Using the records below, give the number of lines where the word "shadow" appears, with no further output.

Stored data
_____
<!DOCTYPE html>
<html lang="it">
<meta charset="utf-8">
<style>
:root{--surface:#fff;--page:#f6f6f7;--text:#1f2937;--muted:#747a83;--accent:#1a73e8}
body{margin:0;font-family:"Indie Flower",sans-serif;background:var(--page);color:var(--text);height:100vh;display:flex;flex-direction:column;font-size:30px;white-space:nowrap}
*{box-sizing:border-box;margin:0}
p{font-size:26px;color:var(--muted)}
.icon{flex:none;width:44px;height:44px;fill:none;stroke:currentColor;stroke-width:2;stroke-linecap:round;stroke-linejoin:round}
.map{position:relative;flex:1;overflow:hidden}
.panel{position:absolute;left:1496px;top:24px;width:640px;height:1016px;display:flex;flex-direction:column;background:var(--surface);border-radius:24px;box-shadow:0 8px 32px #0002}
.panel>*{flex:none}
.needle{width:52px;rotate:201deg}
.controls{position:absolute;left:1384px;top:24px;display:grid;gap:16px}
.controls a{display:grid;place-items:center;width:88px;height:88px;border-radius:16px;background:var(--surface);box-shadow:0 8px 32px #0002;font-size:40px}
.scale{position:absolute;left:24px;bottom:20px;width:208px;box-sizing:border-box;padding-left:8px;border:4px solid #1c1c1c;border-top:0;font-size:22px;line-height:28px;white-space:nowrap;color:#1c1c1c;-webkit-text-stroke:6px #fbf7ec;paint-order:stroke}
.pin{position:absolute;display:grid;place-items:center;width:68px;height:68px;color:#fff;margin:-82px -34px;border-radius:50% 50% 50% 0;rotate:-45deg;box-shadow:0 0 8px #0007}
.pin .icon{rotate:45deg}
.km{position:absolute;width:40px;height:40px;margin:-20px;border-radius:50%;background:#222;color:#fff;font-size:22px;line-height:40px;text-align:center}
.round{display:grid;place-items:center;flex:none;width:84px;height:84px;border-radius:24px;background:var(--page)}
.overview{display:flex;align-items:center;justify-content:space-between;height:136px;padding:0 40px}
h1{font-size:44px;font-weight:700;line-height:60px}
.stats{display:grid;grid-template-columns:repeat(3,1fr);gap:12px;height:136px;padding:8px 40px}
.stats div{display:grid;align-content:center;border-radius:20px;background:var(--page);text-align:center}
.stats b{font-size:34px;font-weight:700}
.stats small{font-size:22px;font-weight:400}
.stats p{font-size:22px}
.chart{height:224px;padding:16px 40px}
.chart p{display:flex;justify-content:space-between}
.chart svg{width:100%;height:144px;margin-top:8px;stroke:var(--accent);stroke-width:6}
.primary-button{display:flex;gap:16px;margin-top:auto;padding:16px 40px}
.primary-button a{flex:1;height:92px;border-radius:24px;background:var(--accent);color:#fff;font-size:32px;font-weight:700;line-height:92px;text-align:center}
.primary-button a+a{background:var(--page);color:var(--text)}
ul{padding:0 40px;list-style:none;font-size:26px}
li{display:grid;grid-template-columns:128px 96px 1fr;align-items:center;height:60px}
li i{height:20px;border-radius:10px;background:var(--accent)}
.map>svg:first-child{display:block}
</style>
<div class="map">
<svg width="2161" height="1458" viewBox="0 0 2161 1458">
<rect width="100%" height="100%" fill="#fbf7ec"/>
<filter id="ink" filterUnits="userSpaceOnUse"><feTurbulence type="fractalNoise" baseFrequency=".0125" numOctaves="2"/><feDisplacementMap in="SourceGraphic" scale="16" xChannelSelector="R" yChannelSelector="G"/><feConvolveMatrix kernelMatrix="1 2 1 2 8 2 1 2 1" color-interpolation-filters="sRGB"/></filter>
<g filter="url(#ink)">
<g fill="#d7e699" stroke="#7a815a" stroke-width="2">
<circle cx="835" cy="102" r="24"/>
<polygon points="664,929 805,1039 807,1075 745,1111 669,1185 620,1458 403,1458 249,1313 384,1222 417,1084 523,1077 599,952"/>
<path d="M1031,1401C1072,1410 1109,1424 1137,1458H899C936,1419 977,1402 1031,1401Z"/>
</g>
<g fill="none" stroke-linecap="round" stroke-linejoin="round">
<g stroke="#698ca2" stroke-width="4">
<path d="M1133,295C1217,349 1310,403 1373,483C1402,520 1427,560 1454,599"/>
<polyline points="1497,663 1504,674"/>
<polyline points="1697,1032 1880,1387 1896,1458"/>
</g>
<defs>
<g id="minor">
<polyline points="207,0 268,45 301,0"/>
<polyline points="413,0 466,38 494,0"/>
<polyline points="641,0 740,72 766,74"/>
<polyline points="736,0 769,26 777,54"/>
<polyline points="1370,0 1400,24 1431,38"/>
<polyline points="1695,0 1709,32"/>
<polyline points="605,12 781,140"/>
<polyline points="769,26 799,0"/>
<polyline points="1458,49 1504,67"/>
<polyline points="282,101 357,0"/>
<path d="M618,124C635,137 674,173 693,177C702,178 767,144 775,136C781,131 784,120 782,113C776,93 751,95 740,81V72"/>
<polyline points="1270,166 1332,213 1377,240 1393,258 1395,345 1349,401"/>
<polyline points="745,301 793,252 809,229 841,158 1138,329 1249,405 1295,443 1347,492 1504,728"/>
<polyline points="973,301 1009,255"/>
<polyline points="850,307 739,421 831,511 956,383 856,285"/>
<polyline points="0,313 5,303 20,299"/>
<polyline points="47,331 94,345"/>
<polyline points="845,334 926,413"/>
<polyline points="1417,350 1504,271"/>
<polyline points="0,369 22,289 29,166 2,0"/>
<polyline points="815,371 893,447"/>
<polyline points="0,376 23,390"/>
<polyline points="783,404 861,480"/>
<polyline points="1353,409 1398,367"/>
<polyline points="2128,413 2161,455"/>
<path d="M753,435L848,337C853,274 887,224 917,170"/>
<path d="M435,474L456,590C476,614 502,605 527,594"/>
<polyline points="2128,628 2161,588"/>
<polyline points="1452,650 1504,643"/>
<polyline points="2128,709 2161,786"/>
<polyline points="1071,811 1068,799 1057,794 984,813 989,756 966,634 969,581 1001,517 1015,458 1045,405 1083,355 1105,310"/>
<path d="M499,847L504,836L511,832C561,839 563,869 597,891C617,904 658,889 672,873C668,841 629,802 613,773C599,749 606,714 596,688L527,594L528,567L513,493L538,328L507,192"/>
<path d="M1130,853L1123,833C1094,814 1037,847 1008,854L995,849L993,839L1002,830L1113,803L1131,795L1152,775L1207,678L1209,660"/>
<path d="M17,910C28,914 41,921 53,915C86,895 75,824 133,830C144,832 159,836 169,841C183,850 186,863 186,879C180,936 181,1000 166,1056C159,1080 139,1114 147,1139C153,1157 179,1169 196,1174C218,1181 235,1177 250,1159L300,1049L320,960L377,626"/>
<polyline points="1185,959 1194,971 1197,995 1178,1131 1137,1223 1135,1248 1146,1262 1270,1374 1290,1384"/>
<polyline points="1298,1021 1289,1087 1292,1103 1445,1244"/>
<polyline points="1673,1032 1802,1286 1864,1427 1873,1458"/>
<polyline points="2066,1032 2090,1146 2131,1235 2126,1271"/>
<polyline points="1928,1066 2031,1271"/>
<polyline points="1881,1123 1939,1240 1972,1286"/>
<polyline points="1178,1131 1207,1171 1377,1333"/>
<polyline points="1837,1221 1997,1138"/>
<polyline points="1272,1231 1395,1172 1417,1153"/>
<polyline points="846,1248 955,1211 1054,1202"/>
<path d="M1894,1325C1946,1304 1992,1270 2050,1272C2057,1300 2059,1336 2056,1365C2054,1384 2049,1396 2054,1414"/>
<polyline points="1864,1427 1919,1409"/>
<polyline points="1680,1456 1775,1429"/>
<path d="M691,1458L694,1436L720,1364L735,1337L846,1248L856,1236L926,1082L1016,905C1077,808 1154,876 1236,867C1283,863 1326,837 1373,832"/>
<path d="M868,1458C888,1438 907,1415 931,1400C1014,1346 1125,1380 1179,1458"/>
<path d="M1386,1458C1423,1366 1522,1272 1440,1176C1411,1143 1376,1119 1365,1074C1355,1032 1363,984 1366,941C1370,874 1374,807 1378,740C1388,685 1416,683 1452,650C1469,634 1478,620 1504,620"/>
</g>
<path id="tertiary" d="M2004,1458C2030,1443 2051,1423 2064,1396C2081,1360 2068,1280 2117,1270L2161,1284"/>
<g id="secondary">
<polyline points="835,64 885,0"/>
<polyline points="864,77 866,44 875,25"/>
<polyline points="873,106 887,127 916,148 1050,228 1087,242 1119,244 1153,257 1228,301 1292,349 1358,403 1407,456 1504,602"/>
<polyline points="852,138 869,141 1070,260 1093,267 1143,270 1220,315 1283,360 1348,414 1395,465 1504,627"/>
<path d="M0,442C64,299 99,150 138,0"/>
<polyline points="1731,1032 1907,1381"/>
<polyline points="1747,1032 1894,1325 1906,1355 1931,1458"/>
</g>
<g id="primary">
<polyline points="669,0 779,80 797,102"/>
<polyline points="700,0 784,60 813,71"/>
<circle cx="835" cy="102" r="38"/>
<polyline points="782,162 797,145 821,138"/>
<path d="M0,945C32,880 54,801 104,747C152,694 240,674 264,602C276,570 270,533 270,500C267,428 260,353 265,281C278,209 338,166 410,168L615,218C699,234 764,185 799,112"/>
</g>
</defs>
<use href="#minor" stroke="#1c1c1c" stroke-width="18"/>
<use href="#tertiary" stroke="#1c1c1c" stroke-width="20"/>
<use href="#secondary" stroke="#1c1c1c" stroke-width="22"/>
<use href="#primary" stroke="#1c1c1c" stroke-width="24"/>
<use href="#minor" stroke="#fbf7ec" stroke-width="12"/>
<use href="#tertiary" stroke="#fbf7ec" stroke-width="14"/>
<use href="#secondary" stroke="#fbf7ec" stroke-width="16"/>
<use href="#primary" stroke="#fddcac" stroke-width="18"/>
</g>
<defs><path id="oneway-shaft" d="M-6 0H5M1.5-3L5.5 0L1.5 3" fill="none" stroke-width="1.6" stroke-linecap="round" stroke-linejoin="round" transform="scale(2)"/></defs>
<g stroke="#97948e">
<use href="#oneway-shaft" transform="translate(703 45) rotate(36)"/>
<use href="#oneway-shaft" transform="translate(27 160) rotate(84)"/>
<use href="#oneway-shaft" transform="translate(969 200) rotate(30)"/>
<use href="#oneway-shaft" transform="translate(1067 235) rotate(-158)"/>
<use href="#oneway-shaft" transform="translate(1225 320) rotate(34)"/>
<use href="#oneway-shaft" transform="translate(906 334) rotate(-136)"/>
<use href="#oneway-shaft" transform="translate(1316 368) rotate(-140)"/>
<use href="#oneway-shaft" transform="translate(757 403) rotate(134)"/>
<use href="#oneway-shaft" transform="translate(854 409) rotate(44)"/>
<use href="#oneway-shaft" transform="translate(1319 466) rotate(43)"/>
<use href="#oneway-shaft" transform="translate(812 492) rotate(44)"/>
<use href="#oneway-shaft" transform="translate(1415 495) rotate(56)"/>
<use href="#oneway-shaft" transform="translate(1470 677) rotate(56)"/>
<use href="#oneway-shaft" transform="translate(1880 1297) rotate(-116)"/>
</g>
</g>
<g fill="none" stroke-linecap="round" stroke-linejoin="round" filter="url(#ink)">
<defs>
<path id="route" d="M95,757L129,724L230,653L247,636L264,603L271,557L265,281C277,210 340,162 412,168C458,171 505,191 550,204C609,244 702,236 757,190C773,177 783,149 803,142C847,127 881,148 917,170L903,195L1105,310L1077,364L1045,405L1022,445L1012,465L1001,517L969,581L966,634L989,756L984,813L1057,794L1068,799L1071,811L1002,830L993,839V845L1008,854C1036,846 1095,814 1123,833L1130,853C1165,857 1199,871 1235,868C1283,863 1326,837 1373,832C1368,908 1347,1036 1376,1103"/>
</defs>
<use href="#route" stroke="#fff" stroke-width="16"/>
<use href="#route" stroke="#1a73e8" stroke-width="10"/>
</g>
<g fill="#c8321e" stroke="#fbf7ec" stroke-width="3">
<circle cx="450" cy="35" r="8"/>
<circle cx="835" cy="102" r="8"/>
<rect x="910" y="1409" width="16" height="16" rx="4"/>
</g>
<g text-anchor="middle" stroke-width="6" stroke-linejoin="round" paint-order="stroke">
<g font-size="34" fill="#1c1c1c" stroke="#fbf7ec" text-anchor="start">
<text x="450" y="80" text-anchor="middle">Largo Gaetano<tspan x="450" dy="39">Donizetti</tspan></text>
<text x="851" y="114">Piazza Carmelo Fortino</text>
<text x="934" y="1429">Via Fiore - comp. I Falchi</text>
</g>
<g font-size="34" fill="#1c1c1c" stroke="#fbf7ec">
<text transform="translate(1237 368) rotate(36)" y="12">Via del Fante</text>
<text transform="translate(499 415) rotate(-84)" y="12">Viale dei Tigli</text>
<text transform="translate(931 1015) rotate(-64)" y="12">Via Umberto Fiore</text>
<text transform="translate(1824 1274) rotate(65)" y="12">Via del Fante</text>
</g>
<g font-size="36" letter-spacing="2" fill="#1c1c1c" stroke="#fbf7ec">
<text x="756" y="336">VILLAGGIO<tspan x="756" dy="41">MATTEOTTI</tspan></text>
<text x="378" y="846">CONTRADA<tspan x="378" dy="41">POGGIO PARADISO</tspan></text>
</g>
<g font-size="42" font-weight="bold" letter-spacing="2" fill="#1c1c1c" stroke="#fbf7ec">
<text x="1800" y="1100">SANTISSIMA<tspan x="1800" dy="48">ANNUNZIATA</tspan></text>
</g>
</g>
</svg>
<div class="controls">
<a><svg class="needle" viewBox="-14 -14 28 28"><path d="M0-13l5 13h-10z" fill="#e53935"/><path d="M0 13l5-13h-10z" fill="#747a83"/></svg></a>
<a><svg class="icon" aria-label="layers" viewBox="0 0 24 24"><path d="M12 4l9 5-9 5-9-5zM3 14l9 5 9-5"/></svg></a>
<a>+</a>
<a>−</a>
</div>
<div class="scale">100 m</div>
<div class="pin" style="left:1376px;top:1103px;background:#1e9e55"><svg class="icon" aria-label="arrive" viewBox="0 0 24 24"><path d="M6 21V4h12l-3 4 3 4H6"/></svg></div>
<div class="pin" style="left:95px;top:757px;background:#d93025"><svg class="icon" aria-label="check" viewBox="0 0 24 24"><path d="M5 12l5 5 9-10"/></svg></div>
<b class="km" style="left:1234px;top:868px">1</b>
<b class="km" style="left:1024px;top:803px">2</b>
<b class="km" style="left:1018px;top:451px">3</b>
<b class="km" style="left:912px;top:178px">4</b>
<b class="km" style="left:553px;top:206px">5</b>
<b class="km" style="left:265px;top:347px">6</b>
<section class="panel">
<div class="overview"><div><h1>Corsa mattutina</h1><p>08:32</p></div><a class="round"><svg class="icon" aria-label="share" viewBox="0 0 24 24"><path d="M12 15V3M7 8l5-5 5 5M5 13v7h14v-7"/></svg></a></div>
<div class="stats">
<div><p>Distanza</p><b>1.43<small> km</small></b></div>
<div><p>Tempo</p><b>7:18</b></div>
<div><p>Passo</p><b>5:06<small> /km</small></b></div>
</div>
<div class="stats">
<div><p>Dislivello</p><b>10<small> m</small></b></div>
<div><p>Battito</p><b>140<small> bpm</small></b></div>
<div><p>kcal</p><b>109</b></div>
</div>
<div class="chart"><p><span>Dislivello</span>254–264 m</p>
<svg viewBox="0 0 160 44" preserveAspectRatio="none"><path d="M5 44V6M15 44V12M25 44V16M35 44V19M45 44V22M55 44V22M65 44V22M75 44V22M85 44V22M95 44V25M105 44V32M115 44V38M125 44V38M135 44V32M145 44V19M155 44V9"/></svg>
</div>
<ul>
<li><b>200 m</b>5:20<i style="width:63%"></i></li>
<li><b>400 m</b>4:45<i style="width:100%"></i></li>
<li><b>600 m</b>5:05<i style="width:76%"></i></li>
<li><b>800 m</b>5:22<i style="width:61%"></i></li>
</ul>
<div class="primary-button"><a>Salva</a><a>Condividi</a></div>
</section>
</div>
_____
Answer space
3